WORK TO BE COMPLETED —
Below are records; count the lines that hold the string "small" and give only the count.

EXERCISE MATERIALS —
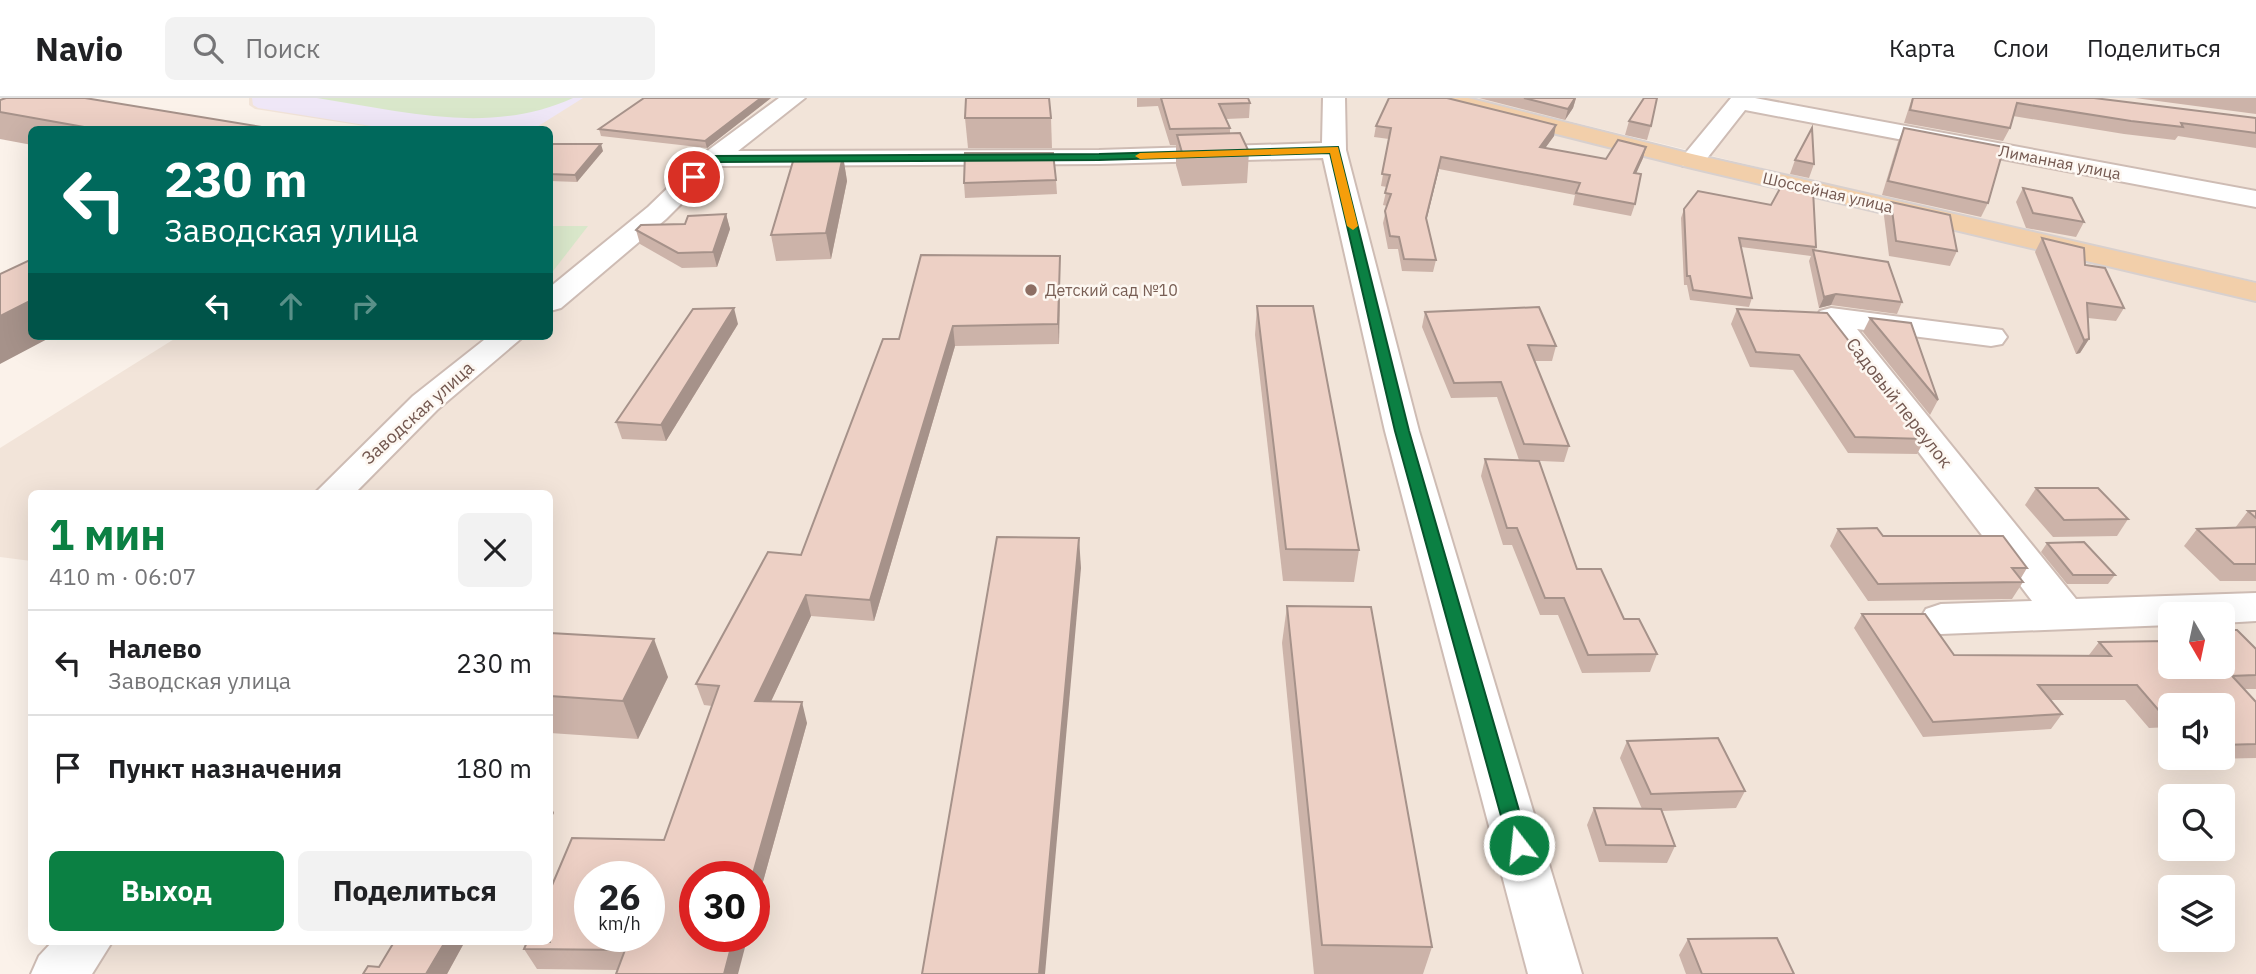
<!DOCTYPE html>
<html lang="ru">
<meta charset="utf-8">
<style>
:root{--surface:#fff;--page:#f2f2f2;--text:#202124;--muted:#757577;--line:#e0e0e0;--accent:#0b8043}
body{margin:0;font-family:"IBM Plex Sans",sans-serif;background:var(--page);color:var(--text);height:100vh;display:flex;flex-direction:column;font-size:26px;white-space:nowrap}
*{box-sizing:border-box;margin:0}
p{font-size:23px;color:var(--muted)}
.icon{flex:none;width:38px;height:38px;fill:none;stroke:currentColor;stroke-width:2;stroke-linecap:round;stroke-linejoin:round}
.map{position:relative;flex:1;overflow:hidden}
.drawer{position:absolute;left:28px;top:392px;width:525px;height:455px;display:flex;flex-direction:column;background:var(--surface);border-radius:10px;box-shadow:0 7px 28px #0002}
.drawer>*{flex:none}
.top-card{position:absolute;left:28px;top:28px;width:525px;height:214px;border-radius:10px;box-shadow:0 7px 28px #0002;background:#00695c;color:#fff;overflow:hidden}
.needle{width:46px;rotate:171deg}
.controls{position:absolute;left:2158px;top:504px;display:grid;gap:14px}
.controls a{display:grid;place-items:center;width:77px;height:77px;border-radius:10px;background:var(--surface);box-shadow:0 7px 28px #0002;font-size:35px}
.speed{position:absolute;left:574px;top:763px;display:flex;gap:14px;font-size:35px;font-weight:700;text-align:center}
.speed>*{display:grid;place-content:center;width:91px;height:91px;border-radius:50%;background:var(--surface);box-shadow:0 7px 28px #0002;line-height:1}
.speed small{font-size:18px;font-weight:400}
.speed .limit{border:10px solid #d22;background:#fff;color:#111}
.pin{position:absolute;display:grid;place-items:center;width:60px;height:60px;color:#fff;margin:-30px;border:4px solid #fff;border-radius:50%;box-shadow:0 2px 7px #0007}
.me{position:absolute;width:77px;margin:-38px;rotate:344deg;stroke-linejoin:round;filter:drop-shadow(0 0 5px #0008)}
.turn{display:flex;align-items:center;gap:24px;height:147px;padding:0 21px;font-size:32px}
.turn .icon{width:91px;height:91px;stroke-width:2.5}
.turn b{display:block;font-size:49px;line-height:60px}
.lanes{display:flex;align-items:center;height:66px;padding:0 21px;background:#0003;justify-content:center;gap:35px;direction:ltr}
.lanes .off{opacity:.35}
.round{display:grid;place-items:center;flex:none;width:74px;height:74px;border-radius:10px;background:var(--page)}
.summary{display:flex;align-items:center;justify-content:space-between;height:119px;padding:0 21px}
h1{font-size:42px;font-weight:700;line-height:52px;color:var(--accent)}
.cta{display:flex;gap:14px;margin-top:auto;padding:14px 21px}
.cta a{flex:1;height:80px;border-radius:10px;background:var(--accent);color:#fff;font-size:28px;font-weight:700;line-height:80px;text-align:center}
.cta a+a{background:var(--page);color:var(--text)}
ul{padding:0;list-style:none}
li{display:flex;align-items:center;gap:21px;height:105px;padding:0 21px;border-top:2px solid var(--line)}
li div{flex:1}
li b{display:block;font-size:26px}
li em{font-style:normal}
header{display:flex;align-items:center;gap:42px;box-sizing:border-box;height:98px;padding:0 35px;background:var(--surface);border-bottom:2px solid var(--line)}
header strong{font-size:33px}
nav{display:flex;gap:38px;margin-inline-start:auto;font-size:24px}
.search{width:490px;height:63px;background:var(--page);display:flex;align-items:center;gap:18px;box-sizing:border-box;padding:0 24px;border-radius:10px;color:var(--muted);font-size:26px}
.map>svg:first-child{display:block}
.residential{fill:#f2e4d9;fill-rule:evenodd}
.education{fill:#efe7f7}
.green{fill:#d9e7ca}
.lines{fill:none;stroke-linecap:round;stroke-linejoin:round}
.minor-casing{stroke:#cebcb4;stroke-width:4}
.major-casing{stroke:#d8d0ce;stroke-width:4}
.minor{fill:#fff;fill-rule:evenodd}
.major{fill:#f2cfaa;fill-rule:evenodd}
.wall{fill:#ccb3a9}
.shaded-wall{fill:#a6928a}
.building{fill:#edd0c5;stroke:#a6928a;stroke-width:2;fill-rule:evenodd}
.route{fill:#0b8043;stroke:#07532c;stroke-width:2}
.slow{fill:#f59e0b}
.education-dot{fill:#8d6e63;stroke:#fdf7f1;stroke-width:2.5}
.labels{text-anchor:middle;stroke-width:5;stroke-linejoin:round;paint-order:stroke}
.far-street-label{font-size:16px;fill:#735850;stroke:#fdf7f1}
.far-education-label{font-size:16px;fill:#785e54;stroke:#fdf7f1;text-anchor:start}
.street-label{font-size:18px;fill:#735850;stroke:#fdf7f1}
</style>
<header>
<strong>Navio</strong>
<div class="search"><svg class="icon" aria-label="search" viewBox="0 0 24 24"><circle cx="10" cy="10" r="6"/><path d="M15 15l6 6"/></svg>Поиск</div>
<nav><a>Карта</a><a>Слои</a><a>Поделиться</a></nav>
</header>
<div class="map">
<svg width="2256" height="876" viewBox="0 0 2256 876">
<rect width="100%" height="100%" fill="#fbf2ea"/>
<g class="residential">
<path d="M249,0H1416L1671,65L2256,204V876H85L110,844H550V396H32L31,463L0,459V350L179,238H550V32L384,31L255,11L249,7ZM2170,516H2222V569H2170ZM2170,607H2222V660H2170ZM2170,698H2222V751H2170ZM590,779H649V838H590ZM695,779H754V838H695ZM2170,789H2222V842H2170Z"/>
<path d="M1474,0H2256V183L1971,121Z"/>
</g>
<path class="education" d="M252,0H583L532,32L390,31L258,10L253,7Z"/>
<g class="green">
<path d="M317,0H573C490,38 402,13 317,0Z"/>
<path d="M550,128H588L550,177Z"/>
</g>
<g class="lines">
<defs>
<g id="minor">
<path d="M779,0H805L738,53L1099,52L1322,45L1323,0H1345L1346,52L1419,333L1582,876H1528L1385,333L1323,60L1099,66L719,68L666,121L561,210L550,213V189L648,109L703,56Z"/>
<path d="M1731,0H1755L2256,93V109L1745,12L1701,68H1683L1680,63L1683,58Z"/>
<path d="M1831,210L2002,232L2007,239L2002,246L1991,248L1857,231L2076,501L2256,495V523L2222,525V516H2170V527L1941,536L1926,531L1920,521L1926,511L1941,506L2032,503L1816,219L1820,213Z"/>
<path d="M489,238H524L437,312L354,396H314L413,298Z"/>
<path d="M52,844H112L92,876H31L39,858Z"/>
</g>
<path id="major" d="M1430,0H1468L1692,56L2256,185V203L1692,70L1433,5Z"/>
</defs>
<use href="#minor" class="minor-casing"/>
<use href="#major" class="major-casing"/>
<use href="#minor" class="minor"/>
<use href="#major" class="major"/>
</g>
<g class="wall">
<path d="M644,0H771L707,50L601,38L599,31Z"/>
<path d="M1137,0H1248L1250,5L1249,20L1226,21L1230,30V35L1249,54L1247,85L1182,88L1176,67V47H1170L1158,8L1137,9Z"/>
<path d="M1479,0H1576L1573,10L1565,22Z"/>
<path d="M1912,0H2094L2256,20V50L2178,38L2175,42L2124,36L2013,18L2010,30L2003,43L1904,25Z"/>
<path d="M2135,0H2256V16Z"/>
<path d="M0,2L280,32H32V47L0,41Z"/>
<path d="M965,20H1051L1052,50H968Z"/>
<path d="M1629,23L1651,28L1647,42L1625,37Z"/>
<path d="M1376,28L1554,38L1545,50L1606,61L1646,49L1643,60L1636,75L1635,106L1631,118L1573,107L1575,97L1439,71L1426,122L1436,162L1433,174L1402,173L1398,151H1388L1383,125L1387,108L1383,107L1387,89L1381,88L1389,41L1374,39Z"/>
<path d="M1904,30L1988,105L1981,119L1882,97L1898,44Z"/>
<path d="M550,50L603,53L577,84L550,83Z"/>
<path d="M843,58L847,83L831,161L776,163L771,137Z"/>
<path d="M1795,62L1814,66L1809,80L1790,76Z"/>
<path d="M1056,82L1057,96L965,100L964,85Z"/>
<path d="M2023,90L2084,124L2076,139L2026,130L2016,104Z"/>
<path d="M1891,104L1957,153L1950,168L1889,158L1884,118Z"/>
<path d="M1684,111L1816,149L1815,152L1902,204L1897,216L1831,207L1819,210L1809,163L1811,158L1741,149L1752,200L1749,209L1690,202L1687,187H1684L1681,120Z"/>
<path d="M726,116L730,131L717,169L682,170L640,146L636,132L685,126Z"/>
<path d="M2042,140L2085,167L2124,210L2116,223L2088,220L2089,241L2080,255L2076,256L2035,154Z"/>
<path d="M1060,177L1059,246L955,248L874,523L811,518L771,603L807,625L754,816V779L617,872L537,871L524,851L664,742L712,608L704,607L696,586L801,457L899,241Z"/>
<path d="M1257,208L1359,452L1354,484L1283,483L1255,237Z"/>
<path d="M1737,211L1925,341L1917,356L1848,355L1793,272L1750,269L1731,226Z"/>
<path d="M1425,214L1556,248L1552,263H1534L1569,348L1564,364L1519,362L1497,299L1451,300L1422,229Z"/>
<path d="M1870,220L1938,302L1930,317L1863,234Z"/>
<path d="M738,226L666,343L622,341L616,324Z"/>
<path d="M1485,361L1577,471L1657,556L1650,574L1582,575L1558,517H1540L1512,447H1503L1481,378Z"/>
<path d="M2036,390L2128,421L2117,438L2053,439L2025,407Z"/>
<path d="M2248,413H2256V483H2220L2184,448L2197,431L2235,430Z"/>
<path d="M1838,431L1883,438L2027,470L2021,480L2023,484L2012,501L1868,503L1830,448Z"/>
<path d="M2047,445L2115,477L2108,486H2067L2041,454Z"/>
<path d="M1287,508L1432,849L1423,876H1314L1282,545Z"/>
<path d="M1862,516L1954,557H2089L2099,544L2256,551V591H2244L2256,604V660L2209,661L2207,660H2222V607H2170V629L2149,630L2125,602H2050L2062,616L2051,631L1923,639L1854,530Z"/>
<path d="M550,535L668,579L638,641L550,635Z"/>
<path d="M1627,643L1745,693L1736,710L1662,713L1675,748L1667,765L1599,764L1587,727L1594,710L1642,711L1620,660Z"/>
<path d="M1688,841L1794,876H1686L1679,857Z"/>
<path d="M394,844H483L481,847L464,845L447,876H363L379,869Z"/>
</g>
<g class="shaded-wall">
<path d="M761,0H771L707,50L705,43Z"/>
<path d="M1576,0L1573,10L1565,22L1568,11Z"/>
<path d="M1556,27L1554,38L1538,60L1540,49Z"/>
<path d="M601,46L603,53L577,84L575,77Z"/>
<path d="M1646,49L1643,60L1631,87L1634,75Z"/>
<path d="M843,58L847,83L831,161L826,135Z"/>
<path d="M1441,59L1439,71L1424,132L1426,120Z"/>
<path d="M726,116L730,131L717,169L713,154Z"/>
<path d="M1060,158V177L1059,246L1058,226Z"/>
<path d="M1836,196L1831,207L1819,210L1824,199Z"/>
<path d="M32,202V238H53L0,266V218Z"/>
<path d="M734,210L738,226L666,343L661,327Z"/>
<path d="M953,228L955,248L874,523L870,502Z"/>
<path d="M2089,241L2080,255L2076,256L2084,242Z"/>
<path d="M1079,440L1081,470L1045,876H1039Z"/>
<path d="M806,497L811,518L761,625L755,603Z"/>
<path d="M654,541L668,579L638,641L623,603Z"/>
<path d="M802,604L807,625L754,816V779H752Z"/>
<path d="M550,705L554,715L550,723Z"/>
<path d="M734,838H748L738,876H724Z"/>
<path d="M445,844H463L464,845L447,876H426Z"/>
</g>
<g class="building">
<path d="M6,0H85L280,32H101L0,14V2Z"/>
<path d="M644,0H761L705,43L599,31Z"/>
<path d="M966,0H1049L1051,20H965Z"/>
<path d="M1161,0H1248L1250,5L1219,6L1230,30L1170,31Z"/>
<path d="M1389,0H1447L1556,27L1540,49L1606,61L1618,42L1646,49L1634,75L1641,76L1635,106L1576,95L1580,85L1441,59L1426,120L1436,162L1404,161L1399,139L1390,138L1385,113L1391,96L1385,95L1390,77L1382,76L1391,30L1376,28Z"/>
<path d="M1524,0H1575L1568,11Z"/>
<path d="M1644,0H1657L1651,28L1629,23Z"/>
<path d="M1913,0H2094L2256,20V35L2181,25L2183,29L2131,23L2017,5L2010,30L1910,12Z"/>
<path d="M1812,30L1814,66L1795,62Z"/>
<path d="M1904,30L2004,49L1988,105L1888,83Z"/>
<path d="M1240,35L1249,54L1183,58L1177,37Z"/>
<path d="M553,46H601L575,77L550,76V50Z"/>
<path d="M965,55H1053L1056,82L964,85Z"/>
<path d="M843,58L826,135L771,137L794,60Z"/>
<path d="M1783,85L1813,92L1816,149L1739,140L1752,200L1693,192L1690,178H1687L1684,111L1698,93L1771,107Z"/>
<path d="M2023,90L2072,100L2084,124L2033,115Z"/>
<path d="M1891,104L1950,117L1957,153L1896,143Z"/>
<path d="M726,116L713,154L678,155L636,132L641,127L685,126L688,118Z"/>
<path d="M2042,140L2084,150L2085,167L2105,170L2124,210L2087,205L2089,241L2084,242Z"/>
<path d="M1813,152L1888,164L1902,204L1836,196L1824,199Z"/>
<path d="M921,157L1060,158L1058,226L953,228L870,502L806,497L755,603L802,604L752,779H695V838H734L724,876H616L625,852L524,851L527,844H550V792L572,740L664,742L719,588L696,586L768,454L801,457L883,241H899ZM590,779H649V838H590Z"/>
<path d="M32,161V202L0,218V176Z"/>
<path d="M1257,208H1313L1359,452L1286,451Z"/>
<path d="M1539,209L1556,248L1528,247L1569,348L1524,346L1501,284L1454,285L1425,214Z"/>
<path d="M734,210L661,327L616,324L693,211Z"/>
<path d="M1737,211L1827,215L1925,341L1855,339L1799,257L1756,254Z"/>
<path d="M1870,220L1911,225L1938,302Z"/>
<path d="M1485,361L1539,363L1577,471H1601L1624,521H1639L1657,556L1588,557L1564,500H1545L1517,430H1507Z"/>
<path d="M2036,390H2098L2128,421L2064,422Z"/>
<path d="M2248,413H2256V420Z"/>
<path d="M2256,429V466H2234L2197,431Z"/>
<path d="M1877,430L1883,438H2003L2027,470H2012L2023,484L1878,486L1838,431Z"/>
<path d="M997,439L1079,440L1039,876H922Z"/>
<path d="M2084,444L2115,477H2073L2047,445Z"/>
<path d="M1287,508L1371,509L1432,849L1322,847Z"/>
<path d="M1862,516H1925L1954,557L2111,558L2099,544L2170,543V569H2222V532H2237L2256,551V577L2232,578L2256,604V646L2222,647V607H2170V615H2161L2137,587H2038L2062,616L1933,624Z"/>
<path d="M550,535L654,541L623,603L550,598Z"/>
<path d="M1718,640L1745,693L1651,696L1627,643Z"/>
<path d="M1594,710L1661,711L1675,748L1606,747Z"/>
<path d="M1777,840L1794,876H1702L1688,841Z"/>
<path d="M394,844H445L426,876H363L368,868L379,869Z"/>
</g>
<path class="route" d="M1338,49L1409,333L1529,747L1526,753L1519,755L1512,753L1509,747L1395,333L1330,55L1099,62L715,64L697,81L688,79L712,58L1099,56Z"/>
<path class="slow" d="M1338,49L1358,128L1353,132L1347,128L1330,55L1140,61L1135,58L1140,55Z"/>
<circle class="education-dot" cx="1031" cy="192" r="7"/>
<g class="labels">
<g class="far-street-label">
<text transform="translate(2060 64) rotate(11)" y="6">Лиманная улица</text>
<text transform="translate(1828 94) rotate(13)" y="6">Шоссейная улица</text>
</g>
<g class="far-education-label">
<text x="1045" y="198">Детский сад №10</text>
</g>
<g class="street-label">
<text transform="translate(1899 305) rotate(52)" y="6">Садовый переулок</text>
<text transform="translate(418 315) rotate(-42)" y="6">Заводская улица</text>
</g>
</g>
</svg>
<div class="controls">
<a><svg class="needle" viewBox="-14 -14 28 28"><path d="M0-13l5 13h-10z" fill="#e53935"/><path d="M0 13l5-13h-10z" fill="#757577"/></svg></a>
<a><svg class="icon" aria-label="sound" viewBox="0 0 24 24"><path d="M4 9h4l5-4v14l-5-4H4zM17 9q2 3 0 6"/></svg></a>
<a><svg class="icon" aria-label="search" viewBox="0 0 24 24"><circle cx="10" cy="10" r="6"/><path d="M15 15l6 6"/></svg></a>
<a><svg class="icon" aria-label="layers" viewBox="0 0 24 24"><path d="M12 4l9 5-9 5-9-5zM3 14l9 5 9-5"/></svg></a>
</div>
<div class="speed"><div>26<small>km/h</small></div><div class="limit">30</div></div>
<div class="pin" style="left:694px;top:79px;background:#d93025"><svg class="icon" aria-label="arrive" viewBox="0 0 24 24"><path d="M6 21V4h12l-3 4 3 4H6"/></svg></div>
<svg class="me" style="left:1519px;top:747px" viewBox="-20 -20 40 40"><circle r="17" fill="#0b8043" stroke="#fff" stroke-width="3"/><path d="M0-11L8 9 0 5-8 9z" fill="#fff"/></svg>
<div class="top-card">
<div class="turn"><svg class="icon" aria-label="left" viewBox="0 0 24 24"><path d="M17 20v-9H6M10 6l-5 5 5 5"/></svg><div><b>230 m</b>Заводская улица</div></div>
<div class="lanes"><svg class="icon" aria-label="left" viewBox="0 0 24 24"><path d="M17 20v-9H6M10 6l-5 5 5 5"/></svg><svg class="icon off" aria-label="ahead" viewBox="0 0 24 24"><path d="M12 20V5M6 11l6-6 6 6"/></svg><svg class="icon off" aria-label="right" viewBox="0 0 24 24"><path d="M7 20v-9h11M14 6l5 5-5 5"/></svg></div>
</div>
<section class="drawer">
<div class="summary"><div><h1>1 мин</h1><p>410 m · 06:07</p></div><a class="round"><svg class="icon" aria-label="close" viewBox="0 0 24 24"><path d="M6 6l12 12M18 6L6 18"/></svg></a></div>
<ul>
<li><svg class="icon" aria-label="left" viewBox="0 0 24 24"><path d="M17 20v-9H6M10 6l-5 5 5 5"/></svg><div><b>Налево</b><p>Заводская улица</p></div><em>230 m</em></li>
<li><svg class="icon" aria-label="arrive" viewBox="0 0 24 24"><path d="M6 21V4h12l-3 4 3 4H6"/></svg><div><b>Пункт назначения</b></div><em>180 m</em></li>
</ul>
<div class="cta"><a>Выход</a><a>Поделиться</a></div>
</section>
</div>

RESULT OF THE TASK —
2